╔══

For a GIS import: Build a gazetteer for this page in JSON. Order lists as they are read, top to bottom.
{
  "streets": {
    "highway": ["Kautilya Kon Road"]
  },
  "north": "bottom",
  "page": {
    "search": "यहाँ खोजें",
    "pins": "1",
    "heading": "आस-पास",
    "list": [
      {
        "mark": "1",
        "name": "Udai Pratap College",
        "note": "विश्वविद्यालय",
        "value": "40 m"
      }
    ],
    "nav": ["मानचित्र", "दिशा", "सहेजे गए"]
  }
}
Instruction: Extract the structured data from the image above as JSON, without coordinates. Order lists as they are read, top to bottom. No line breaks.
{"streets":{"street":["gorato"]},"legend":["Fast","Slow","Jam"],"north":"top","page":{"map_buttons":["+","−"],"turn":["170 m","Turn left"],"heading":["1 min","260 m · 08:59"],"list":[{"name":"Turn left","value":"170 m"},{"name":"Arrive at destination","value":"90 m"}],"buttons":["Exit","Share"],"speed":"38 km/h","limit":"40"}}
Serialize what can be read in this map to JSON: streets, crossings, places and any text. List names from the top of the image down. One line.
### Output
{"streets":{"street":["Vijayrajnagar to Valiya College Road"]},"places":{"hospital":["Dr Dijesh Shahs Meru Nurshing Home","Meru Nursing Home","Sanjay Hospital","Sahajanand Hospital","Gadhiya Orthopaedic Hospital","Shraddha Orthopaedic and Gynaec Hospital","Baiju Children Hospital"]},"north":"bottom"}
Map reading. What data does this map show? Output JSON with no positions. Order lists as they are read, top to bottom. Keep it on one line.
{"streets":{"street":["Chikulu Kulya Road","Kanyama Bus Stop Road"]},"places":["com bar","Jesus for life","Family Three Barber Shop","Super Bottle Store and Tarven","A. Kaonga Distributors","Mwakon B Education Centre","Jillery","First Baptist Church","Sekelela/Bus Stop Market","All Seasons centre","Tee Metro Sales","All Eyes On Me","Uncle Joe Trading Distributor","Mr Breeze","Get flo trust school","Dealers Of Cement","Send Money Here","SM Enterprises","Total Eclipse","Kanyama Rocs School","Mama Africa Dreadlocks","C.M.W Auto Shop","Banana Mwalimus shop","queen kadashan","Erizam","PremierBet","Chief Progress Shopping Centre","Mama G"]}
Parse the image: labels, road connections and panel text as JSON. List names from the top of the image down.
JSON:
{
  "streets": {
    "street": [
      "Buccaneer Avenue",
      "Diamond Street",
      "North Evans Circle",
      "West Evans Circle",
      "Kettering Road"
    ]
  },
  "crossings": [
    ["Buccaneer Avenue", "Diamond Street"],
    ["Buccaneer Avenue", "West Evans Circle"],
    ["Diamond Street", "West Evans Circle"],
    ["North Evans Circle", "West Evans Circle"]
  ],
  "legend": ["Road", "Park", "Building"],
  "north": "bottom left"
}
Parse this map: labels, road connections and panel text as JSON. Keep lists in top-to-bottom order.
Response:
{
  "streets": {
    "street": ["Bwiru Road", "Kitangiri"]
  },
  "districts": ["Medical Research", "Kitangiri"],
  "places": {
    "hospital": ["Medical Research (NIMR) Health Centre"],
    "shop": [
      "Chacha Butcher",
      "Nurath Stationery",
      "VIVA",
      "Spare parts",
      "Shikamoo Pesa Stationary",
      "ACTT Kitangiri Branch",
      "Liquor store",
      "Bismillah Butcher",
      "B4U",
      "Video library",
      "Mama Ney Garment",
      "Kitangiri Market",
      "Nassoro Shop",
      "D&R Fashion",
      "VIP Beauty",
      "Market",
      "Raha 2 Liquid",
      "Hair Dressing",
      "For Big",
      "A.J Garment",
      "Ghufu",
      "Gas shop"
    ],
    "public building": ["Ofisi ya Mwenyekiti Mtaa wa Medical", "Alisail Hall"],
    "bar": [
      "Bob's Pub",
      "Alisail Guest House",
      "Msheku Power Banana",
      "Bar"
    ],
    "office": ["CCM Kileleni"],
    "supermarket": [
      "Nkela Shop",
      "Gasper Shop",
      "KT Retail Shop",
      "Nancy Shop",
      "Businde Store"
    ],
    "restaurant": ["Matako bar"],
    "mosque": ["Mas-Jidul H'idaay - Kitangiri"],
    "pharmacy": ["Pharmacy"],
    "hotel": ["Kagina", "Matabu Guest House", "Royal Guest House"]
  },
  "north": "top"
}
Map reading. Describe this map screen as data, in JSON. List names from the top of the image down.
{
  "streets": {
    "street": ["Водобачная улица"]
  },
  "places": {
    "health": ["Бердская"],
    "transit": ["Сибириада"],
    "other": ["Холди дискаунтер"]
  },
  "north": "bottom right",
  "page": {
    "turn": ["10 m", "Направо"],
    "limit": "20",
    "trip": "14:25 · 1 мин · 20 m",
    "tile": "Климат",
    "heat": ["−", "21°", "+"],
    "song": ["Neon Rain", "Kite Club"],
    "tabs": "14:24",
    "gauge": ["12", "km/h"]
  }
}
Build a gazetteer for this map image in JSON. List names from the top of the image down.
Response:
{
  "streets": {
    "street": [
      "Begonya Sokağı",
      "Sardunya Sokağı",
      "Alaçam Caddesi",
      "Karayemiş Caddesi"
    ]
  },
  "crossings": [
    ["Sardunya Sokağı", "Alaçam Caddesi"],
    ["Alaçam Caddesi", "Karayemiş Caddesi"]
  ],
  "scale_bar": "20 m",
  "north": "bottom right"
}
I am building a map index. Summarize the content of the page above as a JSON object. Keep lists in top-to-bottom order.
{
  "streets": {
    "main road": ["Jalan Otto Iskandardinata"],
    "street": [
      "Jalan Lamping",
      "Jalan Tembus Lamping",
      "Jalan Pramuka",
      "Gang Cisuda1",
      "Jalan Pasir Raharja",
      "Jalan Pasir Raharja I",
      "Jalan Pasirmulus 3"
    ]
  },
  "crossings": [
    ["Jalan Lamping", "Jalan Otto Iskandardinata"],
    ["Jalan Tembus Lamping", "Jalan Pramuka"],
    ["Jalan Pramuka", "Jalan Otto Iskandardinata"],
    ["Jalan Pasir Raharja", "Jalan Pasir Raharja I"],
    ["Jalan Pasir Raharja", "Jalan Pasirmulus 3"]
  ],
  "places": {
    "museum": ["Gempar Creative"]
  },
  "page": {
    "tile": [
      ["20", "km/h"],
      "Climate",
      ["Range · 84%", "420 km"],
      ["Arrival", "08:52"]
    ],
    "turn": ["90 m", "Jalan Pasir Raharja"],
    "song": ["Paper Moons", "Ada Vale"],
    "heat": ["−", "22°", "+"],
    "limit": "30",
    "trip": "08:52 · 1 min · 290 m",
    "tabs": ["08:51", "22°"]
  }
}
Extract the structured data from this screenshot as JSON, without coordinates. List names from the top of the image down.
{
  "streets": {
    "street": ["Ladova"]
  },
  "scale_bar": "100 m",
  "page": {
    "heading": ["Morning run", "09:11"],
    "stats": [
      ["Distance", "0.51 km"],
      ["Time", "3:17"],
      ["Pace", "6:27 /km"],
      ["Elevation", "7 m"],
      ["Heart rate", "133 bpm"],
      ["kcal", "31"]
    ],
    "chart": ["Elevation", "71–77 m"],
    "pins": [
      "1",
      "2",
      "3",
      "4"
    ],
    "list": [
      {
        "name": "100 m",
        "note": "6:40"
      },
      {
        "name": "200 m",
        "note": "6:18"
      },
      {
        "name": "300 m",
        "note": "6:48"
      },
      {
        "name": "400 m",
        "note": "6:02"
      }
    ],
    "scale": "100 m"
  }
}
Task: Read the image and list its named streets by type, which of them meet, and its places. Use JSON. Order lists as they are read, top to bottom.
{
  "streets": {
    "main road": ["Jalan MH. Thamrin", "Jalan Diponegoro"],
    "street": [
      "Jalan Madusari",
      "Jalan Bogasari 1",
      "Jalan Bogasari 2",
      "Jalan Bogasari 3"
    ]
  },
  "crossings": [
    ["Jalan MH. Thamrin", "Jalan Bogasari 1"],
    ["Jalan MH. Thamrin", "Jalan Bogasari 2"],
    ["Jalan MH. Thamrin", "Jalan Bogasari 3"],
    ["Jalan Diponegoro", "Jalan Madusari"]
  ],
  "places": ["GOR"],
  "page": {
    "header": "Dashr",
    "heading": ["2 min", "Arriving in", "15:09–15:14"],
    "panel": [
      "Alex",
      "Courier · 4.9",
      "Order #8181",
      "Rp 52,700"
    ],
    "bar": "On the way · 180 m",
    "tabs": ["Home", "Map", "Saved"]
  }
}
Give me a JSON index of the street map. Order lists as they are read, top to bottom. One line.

╚══

*Work task*:
Output exactly the lines of the material above from the one containing "Parse the image: labels, road" up to and including the one containing "Parse this map: labels, road".

*Written solution*:
Parse the image: labels, road connections and panel text as JSON. List names from the top of the image down.
JSON:
{
  "streets": {
    "street": [
      "Buccaneer Avenue",
      "Diamond Street",
      "North Evans Circle",
      "West Evans Circle",
      "Kettering Road"
    ]
  },
  "crossings": [
    ["Buccaneer Avenue", "Diamond Street"],
    ["Buccaneer Avenue", "West Evans Circle"],
    ["Diamond Street", "West Evans Circle"],
    ["North Evans Circle", "West Evans Circle"]
  ],
  "legend": ["Road", "Park", "Building"],
  "north": "bottom left"
}
Parse this map: labels, road connections and panel text as JSON. Keep lists in top-to-bottom order.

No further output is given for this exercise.